[Stored data entries]
....
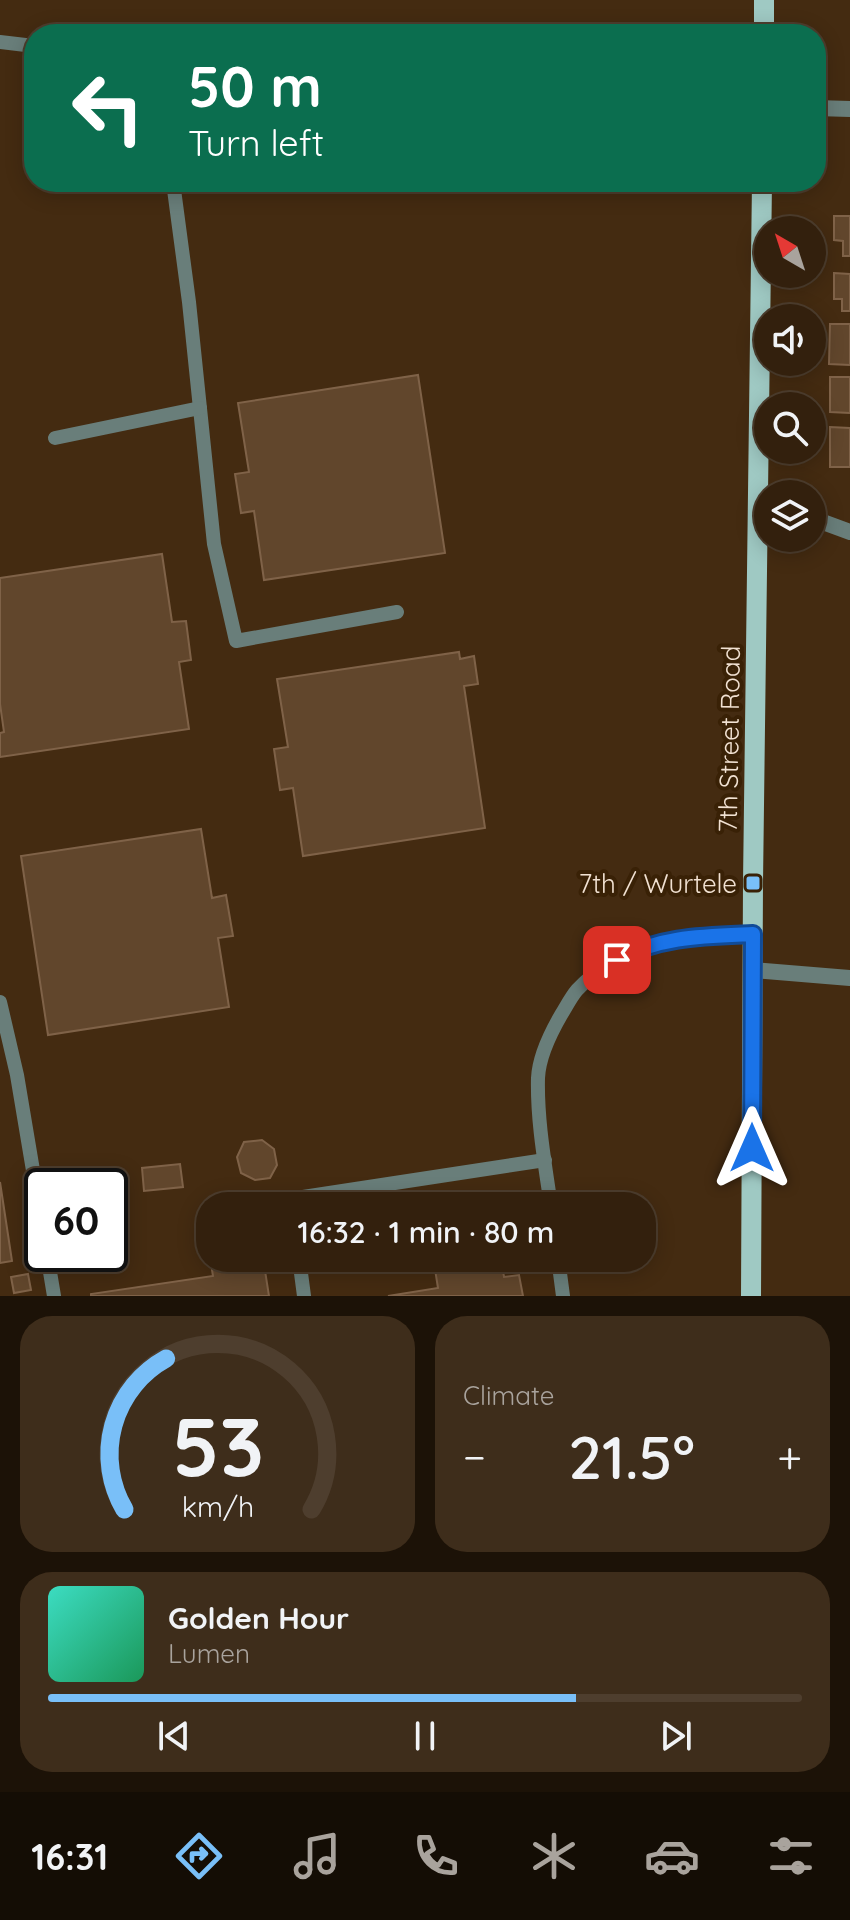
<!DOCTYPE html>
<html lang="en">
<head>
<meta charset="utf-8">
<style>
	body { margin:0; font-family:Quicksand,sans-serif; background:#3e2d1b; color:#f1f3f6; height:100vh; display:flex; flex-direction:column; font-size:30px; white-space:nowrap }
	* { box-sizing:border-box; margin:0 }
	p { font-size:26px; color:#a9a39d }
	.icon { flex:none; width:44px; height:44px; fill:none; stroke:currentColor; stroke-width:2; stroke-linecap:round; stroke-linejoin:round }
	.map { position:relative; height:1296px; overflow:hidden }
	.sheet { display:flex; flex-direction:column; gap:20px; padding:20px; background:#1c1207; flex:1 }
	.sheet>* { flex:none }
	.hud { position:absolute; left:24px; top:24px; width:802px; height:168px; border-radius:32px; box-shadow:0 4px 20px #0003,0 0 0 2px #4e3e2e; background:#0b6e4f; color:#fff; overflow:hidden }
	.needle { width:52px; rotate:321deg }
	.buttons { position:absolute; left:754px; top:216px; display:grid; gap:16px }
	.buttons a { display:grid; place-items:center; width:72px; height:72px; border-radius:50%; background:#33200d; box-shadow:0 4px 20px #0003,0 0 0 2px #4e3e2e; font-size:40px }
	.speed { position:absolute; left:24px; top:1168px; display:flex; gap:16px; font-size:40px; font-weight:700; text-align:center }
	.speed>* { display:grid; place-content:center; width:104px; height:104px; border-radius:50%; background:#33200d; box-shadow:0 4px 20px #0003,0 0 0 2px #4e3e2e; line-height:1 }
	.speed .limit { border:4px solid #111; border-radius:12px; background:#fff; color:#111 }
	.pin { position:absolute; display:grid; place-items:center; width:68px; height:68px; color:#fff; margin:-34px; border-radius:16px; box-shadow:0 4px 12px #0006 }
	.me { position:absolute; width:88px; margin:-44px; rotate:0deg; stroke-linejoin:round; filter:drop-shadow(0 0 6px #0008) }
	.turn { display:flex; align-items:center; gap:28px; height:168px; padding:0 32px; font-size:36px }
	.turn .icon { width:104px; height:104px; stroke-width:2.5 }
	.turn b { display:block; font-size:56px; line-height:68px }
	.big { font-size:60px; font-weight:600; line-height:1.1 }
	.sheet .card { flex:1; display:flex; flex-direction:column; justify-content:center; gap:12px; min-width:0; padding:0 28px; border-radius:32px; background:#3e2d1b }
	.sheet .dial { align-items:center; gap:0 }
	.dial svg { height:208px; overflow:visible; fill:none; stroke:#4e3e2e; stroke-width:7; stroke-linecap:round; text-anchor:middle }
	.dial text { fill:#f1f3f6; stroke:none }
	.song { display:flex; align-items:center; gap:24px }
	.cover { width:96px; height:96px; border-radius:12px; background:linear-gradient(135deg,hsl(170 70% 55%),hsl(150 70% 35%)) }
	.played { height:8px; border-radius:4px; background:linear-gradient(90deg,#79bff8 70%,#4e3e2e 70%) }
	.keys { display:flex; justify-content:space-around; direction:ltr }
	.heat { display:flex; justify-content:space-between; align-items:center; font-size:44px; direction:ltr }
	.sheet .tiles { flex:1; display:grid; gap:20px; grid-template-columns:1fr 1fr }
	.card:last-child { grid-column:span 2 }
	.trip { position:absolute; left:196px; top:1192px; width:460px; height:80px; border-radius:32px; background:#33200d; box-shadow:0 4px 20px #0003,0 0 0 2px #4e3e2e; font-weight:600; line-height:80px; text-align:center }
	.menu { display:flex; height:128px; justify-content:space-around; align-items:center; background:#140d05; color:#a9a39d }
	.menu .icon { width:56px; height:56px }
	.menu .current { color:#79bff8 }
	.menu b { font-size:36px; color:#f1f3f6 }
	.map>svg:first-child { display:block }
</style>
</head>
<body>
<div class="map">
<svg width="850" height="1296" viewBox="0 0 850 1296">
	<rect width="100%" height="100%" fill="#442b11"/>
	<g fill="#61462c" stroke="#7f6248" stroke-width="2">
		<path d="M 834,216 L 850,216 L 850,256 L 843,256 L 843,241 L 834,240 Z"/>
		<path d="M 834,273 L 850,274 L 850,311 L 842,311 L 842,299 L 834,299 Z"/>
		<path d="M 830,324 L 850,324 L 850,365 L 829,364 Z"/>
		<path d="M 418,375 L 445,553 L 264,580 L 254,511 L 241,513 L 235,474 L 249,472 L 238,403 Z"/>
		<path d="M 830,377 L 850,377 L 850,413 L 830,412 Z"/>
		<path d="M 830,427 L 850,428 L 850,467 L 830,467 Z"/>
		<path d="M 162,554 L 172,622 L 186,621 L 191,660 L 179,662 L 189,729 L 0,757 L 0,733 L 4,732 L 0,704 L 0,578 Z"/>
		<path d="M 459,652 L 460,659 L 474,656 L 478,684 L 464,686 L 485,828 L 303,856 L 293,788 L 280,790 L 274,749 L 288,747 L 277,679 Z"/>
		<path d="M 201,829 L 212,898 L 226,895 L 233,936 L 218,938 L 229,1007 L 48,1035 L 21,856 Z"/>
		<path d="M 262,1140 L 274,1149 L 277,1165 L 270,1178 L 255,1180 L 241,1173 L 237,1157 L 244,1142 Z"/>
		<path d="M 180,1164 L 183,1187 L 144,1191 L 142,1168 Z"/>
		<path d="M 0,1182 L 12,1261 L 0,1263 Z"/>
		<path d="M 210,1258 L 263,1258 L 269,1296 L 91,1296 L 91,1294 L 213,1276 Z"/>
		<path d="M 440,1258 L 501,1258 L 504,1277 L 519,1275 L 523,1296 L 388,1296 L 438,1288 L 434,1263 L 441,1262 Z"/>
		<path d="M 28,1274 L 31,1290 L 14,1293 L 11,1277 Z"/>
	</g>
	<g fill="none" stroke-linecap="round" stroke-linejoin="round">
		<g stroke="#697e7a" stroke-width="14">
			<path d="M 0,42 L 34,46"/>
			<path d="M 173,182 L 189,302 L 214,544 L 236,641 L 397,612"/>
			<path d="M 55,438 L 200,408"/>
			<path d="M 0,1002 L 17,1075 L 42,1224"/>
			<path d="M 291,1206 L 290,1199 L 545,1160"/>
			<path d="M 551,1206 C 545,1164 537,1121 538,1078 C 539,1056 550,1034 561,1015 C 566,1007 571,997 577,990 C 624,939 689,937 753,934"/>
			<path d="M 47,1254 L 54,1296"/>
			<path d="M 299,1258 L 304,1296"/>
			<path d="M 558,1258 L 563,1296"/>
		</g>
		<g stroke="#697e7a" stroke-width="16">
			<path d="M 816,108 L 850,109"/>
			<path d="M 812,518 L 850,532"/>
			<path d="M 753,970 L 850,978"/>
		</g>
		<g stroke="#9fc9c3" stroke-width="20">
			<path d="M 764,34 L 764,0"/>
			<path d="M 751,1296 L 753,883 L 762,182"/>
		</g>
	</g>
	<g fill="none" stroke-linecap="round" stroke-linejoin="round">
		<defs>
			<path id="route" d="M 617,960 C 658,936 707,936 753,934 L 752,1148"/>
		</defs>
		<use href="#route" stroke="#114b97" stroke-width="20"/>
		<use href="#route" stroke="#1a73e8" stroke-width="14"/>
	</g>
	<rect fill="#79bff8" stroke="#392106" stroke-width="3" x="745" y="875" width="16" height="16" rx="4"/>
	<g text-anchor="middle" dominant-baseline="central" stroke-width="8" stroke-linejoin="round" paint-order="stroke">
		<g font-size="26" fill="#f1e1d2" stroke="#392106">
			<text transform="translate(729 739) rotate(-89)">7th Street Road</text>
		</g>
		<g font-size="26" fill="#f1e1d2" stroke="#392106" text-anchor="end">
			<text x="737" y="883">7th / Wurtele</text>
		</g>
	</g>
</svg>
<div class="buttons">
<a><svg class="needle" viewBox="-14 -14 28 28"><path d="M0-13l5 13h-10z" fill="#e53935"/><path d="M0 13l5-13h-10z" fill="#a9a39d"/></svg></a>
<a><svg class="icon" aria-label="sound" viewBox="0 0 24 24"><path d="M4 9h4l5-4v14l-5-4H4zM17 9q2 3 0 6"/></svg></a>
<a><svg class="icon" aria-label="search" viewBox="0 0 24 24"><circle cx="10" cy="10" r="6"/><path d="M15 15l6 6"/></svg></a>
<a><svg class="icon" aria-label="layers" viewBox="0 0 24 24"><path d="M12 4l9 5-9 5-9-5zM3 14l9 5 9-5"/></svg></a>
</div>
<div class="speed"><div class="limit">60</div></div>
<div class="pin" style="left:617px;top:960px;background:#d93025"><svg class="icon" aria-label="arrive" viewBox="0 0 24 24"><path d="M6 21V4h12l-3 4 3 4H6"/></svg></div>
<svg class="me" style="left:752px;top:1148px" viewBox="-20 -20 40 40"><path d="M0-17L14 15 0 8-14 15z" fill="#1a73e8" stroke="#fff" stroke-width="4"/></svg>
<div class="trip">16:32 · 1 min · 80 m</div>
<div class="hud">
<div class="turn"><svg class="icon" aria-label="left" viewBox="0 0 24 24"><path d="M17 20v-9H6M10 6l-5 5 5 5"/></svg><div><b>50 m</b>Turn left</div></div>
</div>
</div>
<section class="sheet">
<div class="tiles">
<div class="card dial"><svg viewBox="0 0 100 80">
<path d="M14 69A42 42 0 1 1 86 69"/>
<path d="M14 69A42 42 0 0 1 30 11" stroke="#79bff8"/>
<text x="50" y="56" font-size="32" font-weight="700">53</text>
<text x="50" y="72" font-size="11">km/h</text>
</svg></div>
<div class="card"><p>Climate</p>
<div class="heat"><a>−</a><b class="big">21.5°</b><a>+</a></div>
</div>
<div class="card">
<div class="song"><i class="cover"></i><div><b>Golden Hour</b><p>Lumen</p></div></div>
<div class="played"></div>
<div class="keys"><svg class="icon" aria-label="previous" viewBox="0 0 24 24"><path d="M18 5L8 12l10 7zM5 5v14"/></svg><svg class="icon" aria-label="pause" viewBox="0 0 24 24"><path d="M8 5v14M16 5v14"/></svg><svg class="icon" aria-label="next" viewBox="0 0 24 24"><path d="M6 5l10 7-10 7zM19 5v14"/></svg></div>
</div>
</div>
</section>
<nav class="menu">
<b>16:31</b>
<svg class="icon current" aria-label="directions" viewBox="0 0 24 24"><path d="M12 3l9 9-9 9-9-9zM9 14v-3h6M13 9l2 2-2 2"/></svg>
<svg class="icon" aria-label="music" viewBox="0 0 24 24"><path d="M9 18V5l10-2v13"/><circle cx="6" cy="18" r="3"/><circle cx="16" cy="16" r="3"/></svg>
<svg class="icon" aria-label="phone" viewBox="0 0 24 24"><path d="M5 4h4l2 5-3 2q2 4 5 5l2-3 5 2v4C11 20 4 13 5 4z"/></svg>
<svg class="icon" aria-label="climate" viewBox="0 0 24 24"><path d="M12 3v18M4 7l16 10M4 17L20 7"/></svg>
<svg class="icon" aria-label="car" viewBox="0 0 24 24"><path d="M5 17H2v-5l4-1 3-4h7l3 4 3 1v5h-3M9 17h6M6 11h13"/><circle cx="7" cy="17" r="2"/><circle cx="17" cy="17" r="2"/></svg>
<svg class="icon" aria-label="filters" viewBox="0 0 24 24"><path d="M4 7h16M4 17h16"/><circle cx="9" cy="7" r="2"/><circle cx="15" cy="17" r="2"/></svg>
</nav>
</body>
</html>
....
• Activity
Scan the records above for the string "needle", then report every line that contains it.

• Response
	.needle { width:52px; rotate:321deg }
<a><svg class="needle" viewBox="-14 -14 28 28"><path d="M0-13l5 13h-10z" fill="#e53935"/><path d="M0 13l5-13h-10z" fill="#a9a39d"/></svg></a>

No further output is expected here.